5.56 M855 “green tip” ammunition commonly used as cheap practice ammunition for AR-15s and similar rifles was targeted by President Obama and House Democrats just last year, and a federal judge upheld a ban on military surplus 5.45×39 7N6 for AK-74 style rifles based upon the “sporting purpose” clause last year. Because of this absurd law, a Glock 19 in 9mm is legal almost everywhere in the nation (except in certain backward slave states), but a Glock 25—a gun from the same manufacturer with the exact same specs by in the slightly less powerful .380 ACP—is heavily restricted.

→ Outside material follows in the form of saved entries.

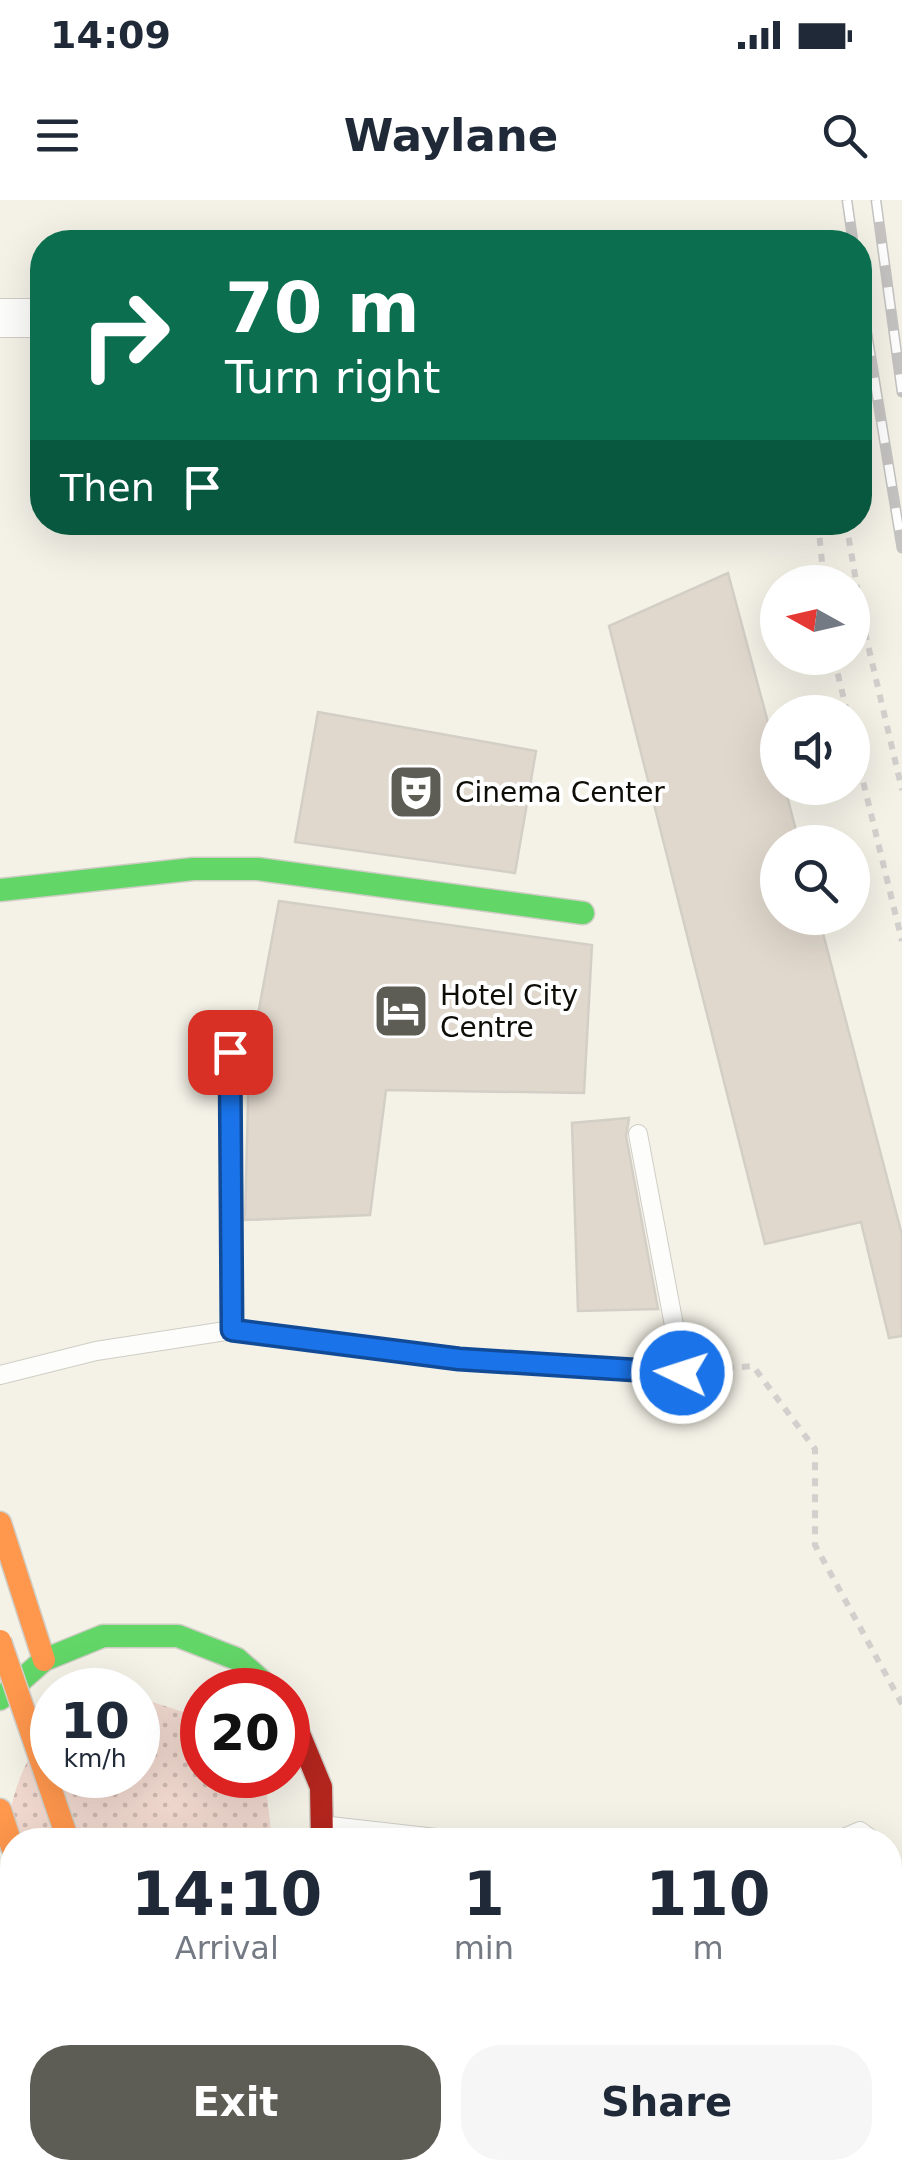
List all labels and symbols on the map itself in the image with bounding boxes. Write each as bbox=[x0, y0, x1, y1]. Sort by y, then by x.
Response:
north arrow bbox=[760, 565, 870, 675]
theatre icon: Cinema Center bbox=[386, 762, 446, 822]
place label: Cinema Center bbox=[455, 776, 665, 809]
place label: Hotel City Centre bbox=[440, 979, 578, 1044]
hotel icon: Hotel City Centre bbox=[371, 981, 431, 1041]
pin bbox=[188, 1010, 273, 1095]
position arrow bbox=[630, 1321, 734, 1425]
speed limit sign: 20 bbox=[180, 1668, 310, 1798]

It’s long past time to pass the Lawful Purpose and Self-Defense Act and rid us of language in federal gu control laws that does not acknowlege the natural right of self-defense

Repeal the Hughes Amendment

One of the most deplorable acts of legislators is to slip amendments into bills just before they are being voted upon, before other legislators know what they’re voting upon. In 1986, a gun control fanatic from New Jersey slipped a “poison pill” into the Firearm Owners Protection Act of 1986 (FOPA) in hopes of derailing the bill. Instead, House Democrats momentarily had a numerical advantage, and “passed” the so-called Hughes Amendment on a voice vote over strenuous objects. The Hughes Amendment meant that no private citizen could own a machine gun manufactured after the bill went into a law in 1986, though they could continue to possess, buy, sell, and trade any machine manufactured before that time as long as they complied with the stringent controls put in place by the National Firearms Act of 1934 (NFA).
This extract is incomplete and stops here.